The Motoscaphe variant
The Motoscaphe version features a case that measures 40mm in width and 16 mm in depth with a circular brushed finish. It also has a black 12-hour aluminum bezel insert. The dial is pitch black with white-colored hour markers that glow blue with the SuperLuminova treatment in the shape of shark’s teeth. It’s protected with a scratch-resistant sapphire crystal. The hands of the dial retain the same sword and dagger shape. The theme of the dial is red and black, unlike the limited edition Nutoscaph II. The back of the case is engraved the victory wreath and Ethos of Beyond The Dial with a nod to its collaborator. The movement is an automatic winding Seiko NH35 mechanical. There is no date aperture and the Super LumiNova is blue. The bezel is a custom-tuned bi-directional ratchet style for tracking elapsed hours and minutes. A second-time zone is also available for travelers. The crystal is domed and treated with an anti-reflective coating. The strap is made of thick leather in a rally styling with perforations to enhance airflow during the ride.
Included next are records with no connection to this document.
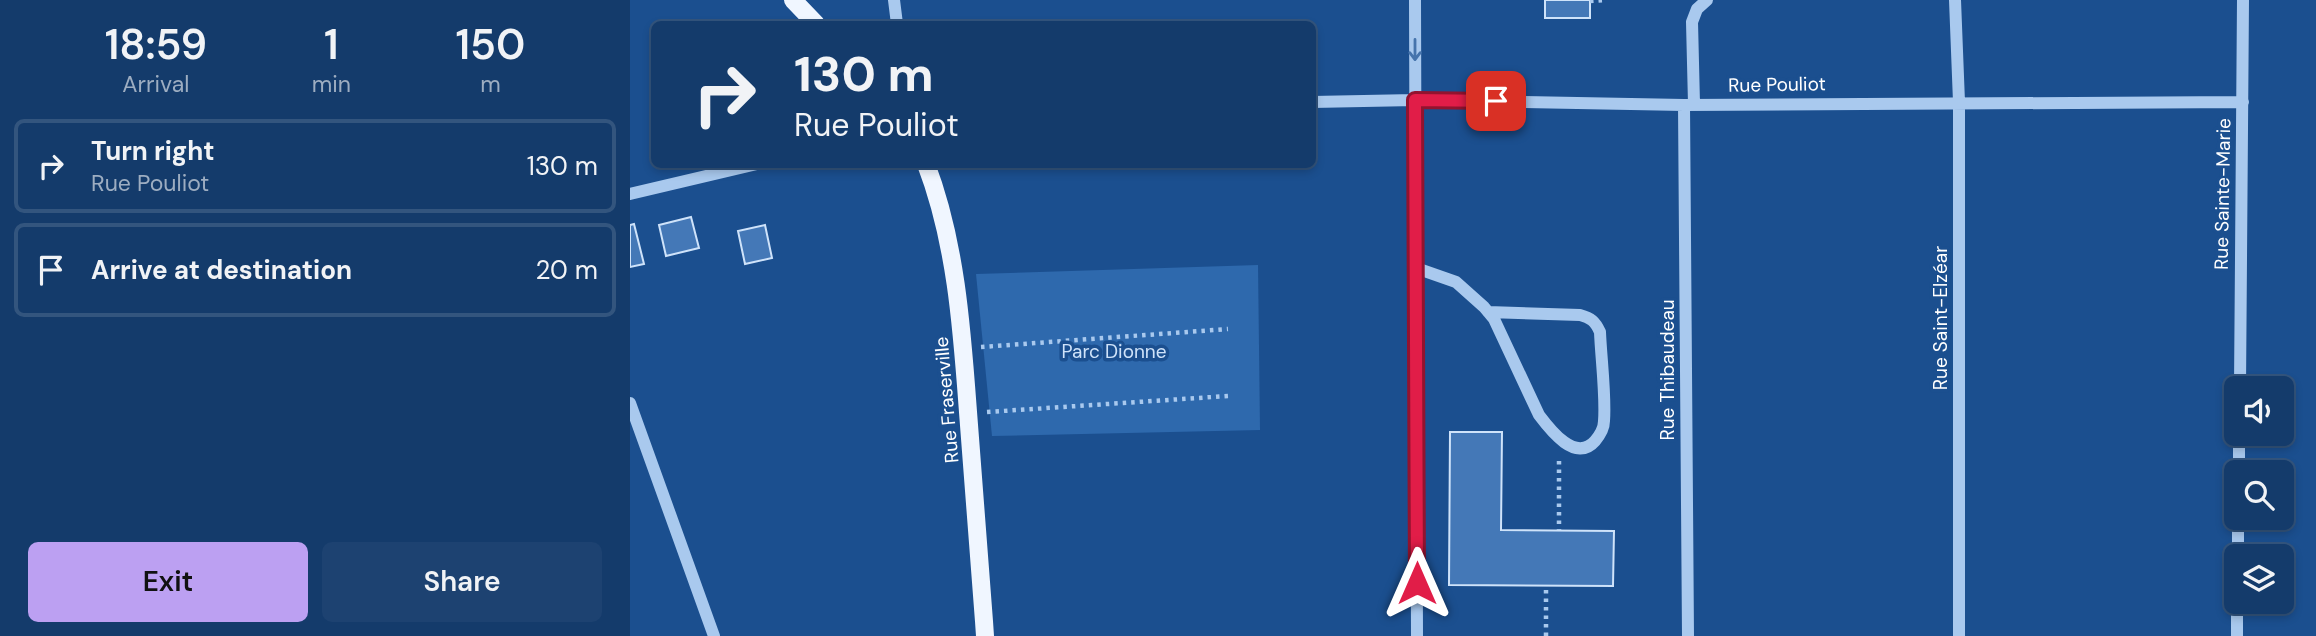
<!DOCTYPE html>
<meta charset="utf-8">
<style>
:root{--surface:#143b6b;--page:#1d4271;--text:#f1f3f6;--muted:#9dadc1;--line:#33557e;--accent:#bca0f2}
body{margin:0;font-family:"DM Sans",sans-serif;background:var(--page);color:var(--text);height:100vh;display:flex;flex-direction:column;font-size:26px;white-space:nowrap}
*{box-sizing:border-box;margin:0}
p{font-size:23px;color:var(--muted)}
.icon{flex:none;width:38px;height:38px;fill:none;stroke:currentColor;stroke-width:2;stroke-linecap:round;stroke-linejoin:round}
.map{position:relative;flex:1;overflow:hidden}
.panel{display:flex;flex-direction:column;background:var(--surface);width:630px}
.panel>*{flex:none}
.top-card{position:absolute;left:21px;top:21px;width:665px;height:147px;border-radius:10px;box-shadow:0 4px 10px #0003,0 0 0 2px var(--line);background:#143b6b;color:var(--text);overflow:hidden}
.fabs{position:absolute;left:1594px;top:376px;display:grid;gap:14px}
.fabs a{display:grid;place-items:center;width:70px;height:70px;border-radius:10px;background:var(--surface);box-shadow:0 4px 10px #0003,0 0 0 2px var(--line);font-size:35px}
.pin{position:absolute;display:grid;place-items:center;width:60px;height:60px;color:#fff;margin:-30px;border-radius:14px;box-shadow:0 4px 10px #0006}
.me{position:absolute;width:77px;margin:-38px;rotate:0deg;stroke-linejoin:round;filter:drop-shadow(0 0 5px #0008)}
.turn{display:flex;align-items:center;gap:24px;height:147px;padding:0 28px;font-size:32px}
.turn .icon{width:91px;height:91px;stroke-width:2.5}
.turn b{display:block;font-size:49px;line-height:60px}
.eta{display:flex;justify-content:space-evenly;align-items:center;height:119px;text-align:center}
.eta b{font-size:42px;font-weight:600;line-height:49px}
.action{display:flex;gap:14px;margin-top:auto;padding:14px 28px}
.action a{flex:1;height:80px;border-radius:10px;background:var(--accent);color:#111;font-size:28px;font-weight:600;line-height:80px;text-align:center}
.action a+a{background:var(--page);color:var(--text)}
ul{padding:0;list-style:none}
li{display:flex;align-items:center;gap:21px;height:94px;margin:0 14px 10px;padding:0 14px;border:4px solid var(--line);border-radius:10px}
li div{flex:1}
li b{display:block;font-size:26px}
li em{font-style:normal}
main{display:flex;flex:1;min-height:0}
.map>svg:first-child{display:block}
.green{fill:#2e69ad}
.building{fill:#4478b7;stroke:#cfe3fa;stroke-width:2}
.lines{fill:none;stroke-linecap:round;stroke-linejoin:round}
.path{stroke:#a9c9ee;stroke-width:4.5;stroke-dasharray:3.5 5;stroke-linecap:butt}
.minor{stroke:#a9c9ee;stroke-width:12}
.major{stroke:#f0f6ff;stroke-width:18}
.oneway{stroke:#4674ac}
.route-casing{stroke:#92132f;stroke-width:18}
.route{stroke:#e11d48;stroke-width:12}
.labels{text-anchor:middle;stroke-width:7;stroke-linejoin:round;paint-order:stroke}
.street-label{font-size:19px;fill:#fff;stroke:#1b4f8f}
.park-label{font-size:19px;fill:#cfe3fa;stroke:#1b4f8f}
</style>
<main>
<section class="panel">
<div class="eta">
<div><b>18:59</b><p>Arrival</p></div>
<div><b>1</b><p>min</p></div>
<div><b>150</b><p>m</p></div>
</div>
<ul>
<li><svg class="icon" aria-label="right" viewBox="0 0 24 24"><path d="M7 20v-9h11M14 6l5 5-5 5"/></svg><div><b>Turn right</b><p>Rue Pouliot</p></div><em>130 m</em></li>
<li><svg class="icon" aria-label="arrive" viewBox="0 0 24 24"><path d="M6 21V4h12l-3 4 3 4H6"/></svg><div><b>Arrive at destination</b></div><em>20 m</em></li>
</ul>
<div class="action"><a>Exit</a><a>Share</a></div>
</section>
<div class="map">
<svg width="1686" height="636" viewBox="0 0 1686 636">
<rect width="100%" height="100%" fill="#1b4f8f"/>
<path class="green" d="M628,265L630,430L362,436L346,274Z"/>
<path class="building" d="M915,0H960V18H915Z
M61,217L69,248L36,256L29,225Z
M4,224L14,264L0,267V225Z
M135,225L142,258L115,264L108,231Z
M820,432H872L871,530L984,531L983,586L819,585Z"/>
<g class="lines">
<path class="path" d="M960,1L975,0
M351,347L598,329
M357,412L598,396
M929,461V530
M916,636V587"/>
<path class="minor" d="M264,0L267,24
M785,0L787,636
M1325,0L1329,102V636
M682,102L785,100L1054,105L1613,102
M1064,104L1062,22L1067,9L1077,0
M1054,105L1058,636
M0,194L127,164
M786,268L826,282L854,307L864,319L909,415C921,431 946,463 965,441C970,435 974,428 974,421C976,396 971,358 970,332C965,321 961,318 950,315L858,312
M1610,388L1613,0
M0,403L84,636
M1609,472V434
M1608,556V518
M1607,636V602"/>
<path class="major" d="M163,0L186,24
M296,164C326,242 332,330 338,412C344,486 350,561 355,636"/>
</g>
<defs><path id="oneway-shaft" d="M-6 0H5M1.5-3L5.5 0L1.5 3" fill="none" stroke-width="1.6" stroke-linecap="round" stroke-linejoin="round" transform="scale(1.75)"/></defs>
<use class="oneway" href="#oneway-shaft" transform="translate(785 50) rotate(90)"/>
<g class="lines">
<defs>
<path id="route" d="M787,583L785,100L866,101"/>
</defs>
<use href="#route" class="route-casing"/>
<use href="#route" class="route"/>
</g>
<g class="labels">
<g class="street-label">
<text transform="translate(1147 84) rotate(-1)" y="7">Rue Pouliot</text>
<text transform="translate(1592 194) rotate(-89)" y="7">Rue Sainte-Marie</text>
<text transform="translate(1310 318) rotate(-90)" y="7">Rue Saint-Elzéar</text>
<text transform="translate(1037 370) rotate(-90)" y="7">Rue Thibaudeau</text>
<text transform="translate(316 400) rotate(-95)" y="7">Rue Fraserville</text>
</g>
<g class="park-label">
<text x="484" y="358">Parc Dionne</text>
</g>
</g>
</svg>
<div class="fabs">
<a><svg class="icon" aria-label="sound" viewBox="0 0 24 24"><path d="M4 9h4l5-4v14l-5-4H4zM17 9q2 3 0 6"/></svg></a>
<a><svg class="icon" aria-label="search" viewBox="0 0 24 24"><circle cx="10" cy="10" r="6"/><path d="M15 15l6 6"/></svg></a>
<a><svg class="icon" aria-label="layers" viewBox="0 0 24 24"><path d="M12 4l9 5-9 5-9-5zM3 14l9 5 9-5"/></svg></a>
</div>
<div class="pin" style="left:866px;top:101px;background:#d93025"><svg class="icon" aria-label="arrive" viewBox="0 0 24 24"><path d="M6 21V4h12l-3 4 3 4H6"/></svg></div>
<svg class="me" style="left:787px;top:583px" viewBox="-20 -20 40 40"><path d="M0-17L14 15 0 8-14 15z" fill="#e11d48" stroke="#fff" stroke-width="4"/></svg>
<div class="top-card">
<div class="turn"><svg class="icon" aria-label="right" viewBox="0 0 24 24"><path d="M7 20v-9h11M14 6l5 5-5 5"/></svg><div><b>130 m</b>Rue Pouliot</div></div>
</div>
</div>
</main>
The Nautoscaph II made a comeback in 2017 and it’s better than ever. While it retains the original merits of the original designs, plus a few upgrades, the marketing is perhaps stronger. This truly is an iconic timepiece that simply didn’t get the press that it deserved when the brand was struggling to stay in business. Now the brand that could have become famous for its part in the movie “Jaws,” is back and it’s producing the Nautoscaph II and taking the classic diver in some interesting directions. They’re still producing limited numbers of the original diver, but the brand has found a new audience with its Motoscaphe 120 variant which we must say is a remarkably utilitarian and attractive timepiece.